ADWEL1356’s formulation grew from these needs; each adjustment at the bench showed up on our production floor first, giving us data that goes beyond what typical application tests or sales documentation provide. One area where this resin distinguishes itself is its workability in both automated and manual settings. Highly filled or sheer-thinned coatings hold together well with ADWEL1356 as base. We saw smoother transfer and cleaner edges using standard spray, curtain, or roller equipment, not just single-lab runs but in repeated, multi-shift commercial order cycles. This matters to us because downtime in a coating line or clogged spray heads create far more cost than many people see at first glance.
Reliable resins run deeper than the data on a typical technical sheet. Several years back, one of our long-term flooring manufacturers came to us describing variability they were seeing in their previous supplier’s acrylics—from batch to batch, viscosity swings made it impossible to lock down settings on their continuous coaters. We designed ADWEL1356 to keep viscosity in a tight band at a given solids content. It routinely holds solids at the higher end for waterborne acrylics, granting more coating per kilogram with less water to evaporate. As a result, drying times shorten and film builds more predictably. We monitor each manufacturing lot in real-time, not only at output but also post-neutralization and packaging, to catch any drift before the resin leaves our floor.

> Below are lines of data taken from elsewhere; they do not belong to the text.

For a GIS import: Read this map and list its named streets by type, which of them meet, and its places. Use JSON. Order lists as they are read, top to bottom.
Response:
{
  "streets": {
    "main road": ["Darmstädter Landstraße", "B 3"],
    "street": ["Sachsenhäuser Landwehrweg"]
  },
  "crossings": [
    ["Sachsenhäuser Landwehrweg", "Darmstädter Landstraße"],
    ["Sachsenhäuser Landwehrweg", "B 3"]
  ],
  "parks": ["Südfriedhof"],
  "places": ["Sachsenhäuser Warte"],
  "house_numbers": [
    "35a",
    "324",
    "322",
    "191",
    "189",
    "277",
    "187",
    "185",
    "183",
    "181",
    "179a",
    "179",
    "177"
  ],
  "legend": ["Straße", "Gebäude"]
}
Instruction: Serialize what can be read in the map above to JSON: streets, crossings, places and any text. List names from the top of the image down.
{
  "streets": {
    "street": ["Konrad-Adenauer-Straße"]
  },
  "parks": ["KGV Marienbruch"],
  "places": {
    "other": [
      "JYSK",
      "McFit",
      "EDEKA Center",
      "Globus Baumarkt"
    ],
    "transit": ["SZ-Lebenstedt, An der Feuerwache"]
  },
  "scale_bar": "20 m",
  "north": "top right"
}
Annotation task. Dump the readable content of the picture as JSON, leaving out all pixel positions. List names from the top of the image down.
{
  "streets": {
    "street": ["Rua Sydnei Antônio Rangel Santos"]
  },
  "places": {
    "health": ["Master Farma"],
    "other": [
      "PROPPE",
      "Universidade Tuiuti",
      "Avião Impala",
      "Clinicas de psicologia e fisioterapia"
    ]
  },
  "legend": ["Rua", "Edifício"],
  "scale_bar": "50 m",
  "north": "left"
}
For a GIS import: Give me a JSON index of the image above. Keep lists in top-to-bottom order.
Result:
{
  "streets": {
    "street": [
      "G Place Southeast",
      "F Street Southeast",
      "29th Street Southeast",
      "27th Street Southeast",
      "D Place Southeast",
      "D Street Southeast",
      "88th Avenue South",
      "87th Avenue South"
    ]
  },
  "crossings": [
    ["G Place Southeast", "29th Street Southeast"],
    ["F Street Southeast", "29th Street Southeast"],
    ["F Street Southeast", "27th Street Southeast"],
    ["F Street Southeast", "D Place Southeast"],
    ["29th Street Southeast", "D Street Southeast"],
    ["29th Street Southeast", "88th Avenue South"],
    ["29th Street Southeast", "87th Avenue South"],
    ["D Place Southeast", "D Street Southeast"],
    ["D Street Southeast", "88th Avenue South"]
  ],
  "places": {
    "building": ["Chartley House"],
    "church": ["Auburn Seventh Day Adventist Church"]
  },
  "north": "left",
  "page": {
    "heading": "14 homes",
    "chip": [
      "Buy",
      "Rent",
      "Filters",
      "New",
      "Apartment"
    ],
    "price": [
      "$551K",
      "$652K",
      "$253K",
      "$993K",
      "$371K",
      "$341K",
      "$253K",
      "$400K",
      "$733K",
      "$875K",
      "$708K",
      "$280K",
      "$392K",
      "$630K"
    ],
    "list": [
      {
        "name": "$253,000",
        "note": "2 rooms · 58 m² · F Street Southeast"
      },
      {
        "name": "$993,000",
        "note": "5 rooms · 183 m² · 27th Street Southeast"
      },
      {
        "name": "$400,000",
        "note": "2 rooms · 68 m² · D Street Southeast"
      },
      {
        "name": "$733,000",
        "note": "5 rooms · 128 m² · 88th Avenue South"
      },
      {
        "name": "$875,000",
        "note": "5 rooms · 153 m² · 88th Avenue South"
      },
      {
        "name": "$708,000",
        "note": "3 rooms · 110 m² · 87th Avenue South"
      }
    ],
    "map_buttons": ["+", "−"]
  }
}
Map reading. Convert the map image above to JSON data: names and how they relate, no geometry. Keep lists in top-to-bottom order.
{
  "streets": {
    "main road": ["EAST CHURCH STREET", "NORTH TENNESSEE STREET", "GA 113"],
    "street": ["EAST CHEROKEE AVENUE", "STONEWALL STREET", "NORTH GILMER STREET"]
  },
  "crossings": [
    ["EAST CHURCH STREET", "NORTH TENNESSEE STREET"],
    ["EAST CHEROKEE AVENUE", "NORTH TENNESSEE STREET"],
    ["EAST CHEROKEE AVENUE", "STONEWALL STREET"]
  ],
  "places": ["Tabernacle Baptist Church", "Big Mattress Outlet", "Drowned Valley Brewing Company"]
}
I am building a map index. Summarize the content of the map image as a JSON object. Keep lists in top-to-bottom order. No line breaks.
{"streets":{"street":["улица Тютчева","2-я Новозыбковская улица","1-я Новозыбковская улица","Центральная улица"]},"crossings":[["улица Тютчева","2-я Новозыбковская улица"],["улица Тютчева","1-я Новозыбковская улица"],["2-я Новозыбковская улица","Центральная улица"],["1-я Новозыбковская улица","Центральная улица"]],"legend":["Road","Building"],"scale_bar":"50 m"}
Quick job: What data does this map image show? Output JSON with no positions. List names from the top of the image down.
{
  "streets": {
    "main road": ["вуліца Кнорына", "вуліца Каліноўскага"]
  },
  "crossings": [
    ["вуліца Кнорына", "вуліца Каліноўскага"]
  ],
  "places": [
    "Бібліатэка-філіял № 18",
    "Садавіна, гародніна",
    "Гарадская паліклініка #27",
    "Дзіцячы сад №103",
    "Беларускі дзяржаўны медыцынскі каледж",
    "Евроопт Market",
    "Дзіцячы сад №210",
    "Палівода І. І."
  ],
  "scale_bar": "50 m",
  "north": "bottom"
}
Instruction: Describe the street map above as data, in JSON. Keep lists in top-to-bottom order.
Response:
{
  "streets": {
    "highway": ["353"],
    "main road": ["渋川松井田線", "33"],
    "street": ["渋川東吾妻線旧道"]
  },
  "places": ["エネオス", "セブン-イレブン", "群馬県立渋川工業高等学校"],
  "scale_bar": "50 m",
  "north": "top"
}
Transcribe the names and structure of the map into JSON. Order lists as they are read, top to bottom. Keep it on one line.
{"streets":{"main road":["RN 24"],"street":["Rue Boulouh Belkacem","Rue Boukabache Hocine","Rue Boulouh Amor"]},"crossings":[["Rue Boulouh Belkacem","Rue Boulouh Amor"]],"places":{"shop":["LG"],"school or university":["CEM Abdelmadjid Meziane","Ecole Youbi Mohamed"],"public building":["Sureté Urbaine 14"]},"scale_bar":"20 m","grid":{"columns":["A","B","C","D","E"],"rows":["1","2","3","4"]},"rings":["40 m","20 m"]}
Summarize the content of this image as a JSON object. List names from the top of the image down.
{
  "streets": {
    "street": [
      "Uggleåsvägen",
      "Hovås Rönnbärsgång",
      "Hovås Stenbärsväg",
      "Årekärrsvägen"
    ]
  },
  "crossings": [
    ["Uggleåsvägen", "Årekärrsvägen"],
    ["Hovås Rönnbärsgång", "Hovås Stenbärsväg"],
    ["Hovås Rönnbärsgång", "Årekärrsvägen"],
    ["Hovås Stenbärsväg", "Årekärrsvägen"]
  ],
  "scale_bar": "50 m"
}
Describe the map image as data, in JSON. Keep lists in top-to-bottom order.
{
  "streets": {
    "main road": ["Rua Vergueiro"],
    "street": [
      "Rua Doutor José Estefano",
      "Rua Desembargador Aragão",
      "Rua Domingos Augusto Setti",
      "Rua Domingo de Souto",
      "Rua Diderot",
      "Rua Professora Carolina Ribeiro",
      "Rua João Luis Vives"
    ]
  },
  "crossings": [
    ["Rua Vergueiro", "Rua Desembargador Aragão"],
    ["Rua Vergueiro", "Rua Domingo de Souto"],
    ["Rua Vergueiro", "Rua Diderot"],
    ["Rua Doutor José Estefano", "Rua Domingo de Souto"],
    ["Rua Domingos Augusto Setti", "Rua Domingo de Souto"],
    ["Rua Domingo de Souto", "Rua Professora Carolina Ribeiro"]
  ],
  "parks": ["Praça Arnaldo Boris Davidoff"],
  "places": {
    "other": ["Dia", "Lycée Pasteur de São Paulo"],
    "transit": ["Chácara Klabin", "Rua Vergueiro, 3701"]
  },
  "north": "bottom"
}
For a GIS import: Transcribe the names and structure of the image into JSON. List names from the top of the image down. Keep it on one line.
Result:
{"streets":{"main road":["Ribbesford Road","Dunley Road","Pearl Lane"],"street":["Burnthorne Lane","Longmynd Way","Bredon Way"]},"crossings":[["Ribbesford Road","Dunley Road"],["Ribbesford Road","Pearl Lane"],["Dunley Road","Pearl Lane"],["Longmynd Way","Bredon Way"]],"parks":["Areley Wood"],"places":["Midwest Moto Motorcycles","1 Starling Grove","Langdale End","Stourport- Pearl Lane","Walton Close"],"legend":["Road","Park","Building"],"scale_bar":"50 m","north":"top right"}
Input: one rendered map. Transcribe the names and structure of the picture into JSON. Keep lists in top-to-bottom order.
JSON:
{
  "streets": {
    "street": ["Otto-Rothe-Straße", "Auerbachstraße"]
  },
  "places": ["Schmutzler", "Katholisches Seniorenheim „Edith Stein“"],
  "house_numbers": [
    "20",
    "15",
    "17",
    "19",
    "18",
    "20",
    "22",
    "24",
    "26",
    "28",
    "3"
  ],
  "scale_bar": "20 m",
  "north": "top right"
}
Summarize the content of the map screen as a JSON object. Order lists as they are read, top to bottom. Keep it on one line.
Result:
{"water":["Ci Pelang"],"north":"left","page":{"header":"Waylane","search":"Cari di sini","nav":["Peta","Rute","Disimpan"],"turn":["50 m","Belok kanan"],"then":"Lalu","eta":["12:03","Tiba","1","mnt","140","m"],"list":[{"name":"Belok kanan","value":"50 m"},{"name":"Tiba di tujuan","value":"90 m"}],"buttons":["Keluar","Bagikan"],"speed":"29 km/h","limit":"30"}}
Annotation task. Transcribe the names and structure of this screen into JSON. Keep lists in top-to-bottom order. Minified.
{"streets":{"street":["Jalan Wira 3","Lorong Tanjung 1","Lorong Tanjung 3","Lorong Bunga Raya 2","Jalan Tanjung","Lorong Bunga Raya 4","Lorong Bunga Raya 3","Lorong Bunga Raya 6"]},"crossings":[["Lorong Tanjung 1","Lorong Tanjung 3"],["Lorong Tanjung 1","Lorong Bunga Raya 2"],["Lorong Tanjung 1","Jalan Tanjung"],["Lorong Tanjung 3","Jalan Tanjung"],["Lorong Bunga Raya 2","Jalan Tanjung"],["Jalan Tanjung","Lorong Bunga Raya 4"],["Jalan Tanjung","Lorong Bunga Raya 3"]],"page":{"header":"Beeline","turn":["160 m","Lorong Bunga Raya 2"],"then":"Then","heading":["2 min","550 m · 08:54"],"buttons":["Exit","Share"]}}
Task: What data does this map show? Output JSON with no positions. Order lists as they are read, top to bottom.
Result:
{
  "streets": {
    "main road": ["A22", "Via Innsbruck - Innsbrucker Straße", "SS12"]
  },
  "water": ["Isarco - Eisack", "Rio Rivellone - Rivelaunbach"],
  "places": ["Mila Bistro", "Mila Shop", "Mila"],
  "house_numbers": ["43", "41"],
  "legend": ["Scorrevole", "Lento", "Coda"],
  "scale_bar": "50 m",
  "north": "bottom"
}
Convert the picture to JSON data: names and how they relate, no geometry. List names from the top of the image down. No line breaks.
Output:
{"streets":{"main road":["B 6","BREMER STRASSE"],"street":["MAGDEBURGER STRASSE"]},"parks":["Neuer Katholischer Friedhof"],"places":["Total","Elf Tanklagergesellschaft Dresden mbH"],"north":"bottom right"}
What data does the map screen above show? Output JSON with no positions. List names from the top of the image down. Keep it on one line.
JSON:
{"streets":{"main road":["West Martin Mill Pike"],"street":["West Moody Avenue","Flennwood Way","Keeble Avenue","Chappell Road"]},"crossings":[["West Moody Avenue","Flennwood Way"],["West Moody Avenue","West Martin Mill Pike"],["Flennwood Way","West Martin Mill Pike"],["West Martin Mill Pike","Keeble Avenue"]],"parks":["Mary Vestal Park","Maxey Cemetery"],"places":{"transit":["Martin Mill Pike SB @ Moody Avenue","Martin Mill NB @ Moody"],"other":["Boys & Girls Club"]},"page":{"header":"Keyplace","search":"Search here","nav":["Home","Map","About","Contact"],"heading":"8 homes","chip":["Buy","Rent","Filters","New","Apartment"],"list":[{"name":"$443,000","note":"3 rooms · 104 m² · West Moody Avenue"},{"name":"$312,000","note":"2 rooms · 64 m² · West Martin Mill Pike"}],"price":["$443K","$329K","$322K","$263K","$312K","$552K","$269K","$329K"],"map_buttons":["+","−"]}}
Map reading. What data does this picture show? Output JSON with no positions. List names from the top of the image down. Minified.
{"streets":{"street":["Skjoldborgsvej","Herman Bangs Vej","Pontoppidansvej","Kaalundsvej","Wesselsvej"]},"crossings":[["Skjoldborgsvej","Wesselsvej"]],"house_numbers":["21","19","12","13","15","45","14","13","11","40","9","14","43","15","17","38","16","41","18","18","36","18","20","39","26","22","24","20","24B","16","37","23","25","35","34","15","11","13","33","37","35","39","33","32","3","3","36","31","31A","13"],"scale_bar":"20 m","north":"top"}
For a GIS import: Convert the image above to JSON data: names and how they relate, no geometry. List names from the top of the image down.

From repeated runs over several years, we see ADWEL1356 holding its own across varied temperatures and tank hold times. Some resins thicken or thin unacceptably over a day or two in a holding tank, especially when pH is nudged for pigment dispersal. We have tackled this weak spot by controlling molecular weight range and surfactant choice from the start. It is not simply a question of broadening pH stability as a claim: we keep an eye on the limits manufacturers need to hit—both in lab titration and during continuous process trials. This level of control kept our customers’ downtime low and allowed for flexibility in batch-to-batch formulations.
Industry’s regulatory landscape over the last decade has shaped every step of how we make and qualify waterborne acrylic resins. ADWEL1356 was one of our first models to meet not only European but also Asian and North American requirements for low-odor and low-VOC content without jeopardizing mechanical performance. Direct air monitoring at our plant tracks fugitive emission points, and we translate this data into tighter standards for ADWEL1356’s ingredients and processes. We reduced solvent carriers outright, rather than simply complying through paperwork or minor blends, lowering risk for operators and end users alike.
Different substrates, especially plastics, laminates, and non-woven textiles, present their own challenges to adhesion and film formation. In every field test run not just in-house but in customer pilot plants, ADWEL1356 proved its ability to anchor to these tough surfaces without heavy primer coats or exotic process steps. In one example, a customer producing high-traffic commercial panels fed our resin onto PVC-laminated boards: where competing binders showed blistering after deep scratch tests, our formulation maintained coverage and resisted delamination. It comes down to how the resin cross-links and forms film during real humidity and temperature swings, not just lab-controlled conditions.
Many waterborne acrylics show a tendency to create residue or haze after drying, especially on glossy or dark-colored surfaces. We consistently test ADWEL1356 in a range of application thicknesses and environmental cure settings. The resin cures with little to no tack or white haze—a key concern for those of us who have seen how end clients judge a finished product by its surface clarity. We also noticed less need for post-cure polishing, a direct gain in both line speed and staff labor. Some resins, especially those not stabilized well, begin to precipitate or clog filters after multiple cleaning cycles. By optimizing the surfactant system and managing solids content closely, we have cut down equipment cleaning cycles and filter change-outs.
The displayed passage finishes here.